**Problem details**
Scan the records for the word "halo". Report each line where it occurs.

**Provided information**
◆ ◆ ◆ ◆ ◆ ◆ ◆

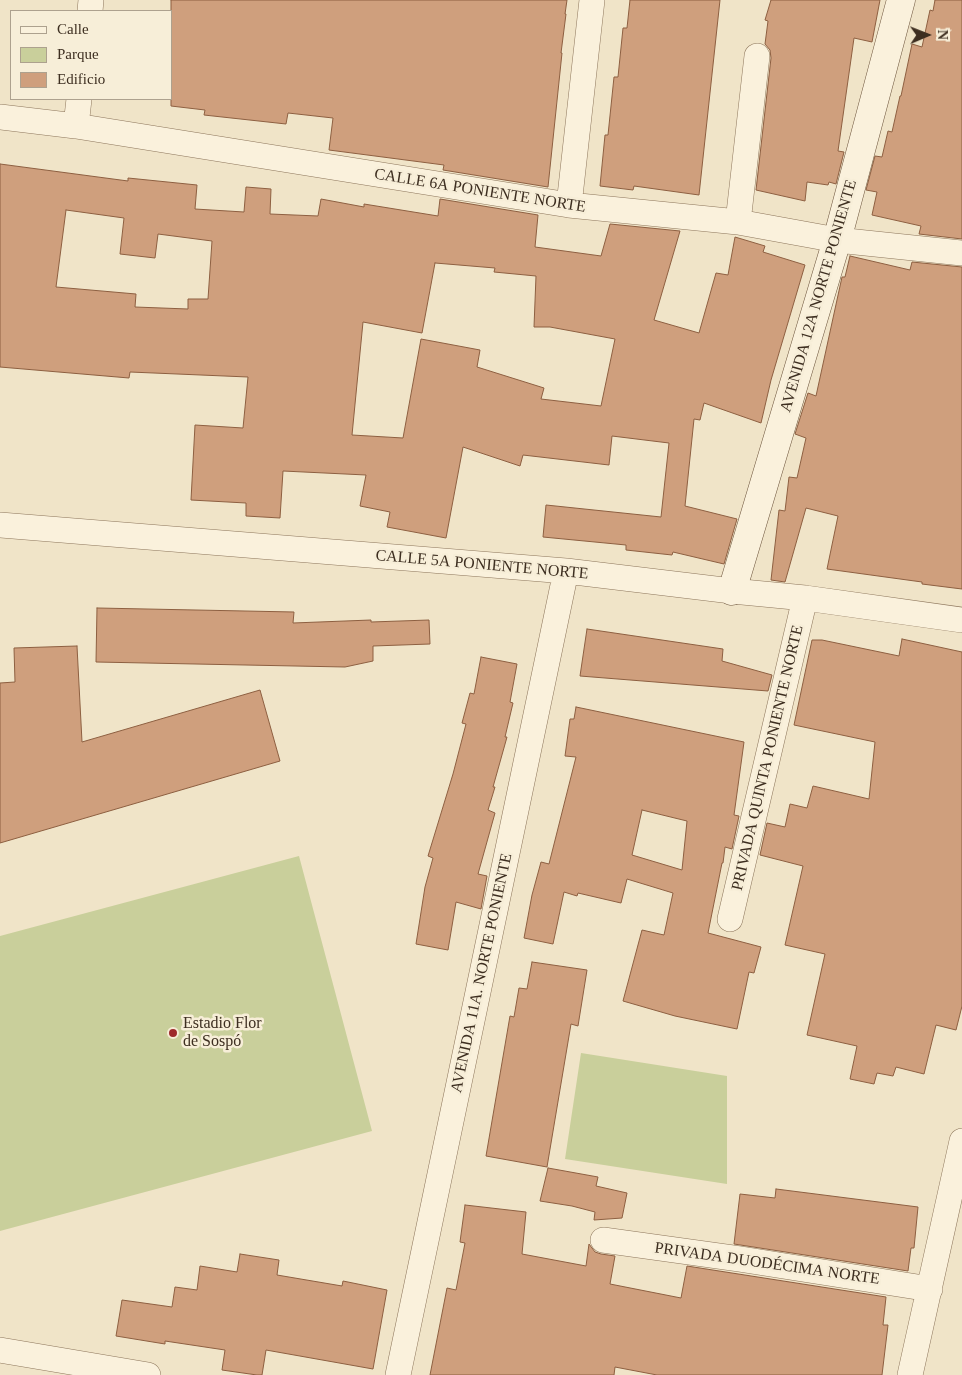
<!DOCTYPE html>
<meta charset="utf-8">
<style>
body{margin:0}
#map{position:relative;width:962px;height:1375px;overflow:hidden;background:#f0e4c8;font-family:"Times New Roman",serif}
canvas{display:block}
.legend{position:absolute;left:10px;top:10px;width:162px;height:90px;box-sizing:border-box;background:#f7eed8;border:1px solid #ada18e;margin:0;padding:6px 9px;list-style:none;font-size:15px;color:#3d2e20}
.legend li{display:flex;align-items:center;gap:10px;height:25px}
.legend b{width:25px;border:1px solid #ada18e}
.north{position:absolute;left:902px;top:10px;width:50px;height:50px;-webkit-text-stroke:4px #f7eed8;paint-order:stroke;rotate:89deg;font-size:14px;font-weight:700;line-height:20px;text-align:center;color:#3d2e20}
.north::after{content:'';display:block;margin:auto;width:18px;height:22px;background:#3d2e20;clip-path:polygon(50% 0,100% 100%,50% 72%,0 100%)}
</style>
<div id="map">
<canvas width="962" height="1375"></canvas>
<ul class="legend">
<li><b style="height:6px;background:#faf1dc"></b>Calle</li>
<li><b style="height:14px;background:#c9cf9b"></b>Parque</li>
<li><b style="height:14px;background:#cf9f7d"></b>Edificio</li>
</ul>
<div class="north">N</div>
</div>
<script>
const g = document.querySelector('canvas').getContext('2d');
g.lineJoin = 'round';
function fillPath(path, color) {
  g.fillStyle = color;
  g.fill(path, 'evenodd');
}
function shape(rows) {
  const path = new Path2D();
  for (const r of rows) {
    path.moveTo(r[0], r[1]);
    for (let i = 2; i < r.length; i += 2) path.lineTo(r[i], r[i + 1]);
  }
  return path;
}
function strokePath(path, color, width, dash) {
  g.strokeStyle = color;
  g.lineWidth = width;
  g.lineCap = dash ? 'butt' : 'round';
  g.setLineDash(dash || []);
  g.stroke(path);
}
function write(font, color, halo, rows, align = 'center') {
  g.font = font + ' "Times New Roman",serif';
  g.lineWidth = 5;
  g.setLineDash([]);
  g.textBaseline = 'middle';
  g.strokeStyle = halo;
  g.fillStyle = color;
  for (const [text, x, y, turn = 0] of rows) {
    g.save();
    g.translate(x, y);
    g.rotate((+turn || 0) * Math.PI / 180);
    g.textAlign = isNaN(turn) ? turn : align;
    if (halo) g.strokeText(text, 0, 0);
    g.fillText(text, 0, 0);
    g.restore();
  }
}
const green = shape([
 [299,856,372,1131,0,1231,0,936],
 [581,1053,727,1076,727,1184,565,1159]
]);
const building = shape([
 [171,0,567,0,565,14,566,14,561,53,562,53,548,187,443,170,444,165,329,150,333,118,288,113,286,124,204,115,205,110,171,106,171,0],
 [630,0,720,0,699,195,634,186,633,190,600,186,605,135,608,135,614,77,618,77,623,28,627,28,630,0],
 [771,0,880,0,872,42,854,38,838,151,844,152,836,184,829,182,828,185,807,182,805,201,756,190,771,58,770,50,765,44,768,21,765,20,771,0],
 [935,0,962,0,962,239,919,234,921,226,872,215,877,192,866,190,875,156,882,157,888,131,892,132,900,96,901,96,912,44,922,47,930,10,933,11,935,0],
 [0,164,128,181,128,178,197,185,195,209,244,212,246,187,271,189,270,214,318,216,321,199,364,207,364,204,438,216,440,199,538,215,535,247,601,256,610,224,680,231,654,320,699,333,716,273,728,275,735,237,765,246,763,252,805,265,771,380,761,423,704,403,700,420,694,419,685,506,737,519,724,564,673,552,672,555,626,550,626,545,543,537,546,505,661,517,669,443,612,436,609,465,523,455,520,466,463,447,446,538,387,527,390,512,360,506,366,475,283,471,280,518,246,516,246,503,191,500,195,425,243,428,248,377,130,372,129,378,0,367,0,164],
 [66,210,124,218,120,254,155,258,158,234,212,241,208,299,188,299,188,309,135,307,136,294,56,287,66,210],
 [435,263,495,268,494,272,536,276,534,327,550,327,615,339,601,406,541,399,544,388,477,367,480,350,421,339,403,438,352,435,363,322,422,333,435,263],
 [850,256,910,270,912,262,962,267,962,589,922,584,922,582,827,569,838,516,806,508,785,582,771,580,779,510,785,511,789,477,797,478,806,438,795,434,808,393,816,396,842,277,845,277,850,256],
 [97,608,294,612,293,623,371,620,371,622,429,620,430,644,373,646,373,661,345,667,96,662,97,608],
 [587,629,723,649,722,661,772,675,768,691,580,676,587,629],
 [902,639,962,652,962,1006,956,1030,936,1025,924,1074,896,1067,893,1076,877,1073,874,1084,850,1079,857,1046,807,1035,825,954,785,945,803,866,760,855,767,823,785,827,790,804,807,808,813,786,869,799,875,742,794,725,812,640,822,640,899,656,902,639],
 [77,646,82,742,260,690,280,761,0,843,0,683,15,682,14,648,77,646],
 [481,657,517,664,510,702,513,703,505,737,507,737,493,787,495,787,488,810,495,813,478,874,487,876,481,909,456,902,448,950,416,944,425,887,433,858,428,856,453,774,466,724,462,723,470,693,474,694,481,657],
 [576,707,744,742,734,815,739,816,732,849,725,847,723,863,722,863,708,933,761,947,754,973,749,972,737,1029,675,1016,623,1001,642,930,664,935,673,893,627,879,621,903,578,893,577,896,564,892,553,944,524,938,532,895,541,862,549,864,576,757,565,756,570,719,574,719,576,707],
 [642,810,687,821,682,870,632,855,642,810],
 [532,962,587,970,578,1026,571,1024,547,1167,486,1156,510,1016,514,1017,519,988,527,989,532,962],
 [548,1168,598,1177,596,1186,627,1193,622,1218,594,1220,595,1212,572,1206,540,1201,548,1168],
 [776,1189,918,1207,914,1248,911,1248,908,1271,734,1244,740,1194,775,1198,776,1189],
 [465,1205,526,1212,522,1254,586,1266,589,1244,595,1252,601,1254,615,1256,610,1284,681,1298,687,1266,886,1297,883,1325,888,1325,882,1375,657,1375,615,1367,614,1375,430,1375,447,1288,456,1290,465,1243,460,1242,465,1205],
 [240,1254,279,1260,277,1275,342,1286,343,1281,387,1290,373,1369,266,1350,262,1375,257,1375,222,1370,225,1350,165,1341,165,1344,116,1336,122,1300,172,1307,175,1287,197,1290,200,1266,237,1272,240,1254]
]);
const street = shape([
 [90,11,91,0],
 [0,117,76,126,569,205,738,222,837,240,962,253],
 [76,126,79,99],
 [569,205,592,0],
 [738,222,757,56],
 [0,525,566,571,732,591,805,598,962,620],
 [730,919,805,598],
 [603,1240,740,1259,930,1289],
 [0,1350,148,1375],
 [398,1375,566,571],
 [910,1375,962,1141]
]);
const secondary = shape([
 [732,591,837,240,901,0]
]);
const markers = [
 [173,1033,5,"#9e2a2b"]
];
const streetNames = [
 ["CALLE 6A PONIENTE NORTE",480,191,9],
 ["AVENIDA 12A NORTE PONIENTE",819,296,-74],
 ["CALLE 5A PONIENTE NORTE",482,565,5],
 ["PRIVADA QUINTA PONIENTE NORTE",768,758,-77],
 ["AVENIDA 11A. NORTE PONIENTE",482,973,-78],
 ["PRIVADA DUODÉCIMA NORTE",767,1264,8]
];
const poiNames = [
 ["Estadio Flor",183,1024],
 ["de Sospó",183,1042]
];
fillPath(green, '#c9cf9b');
fillPath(building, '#cf9f7d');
strokePath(building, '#8d5f41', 1);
strokePath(street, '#8d765c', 26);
strokePath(secondary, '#6f573f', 29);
strokePath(street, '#faf1dc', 25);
strokePath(secondary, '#faf1dc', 28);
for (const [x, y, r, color] of markers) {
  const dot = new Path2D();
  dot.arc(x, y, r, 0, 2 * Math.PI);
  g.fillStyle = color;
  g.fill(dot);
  strokePath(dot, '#f7eed8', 2);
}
write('16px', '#3d2e20', '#f7eed8', streetNames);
write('16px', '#3d2e20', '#f7eed8', poiNames, 'left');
</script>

◆ ◆ ◆ ◆ ◆ ◆ ◆

**Response below**
function write(font, color, halo, rows, align = 'center') {
  g.strokeStyle = halo;
    if (halo) g.strokeText(text, 0, 0);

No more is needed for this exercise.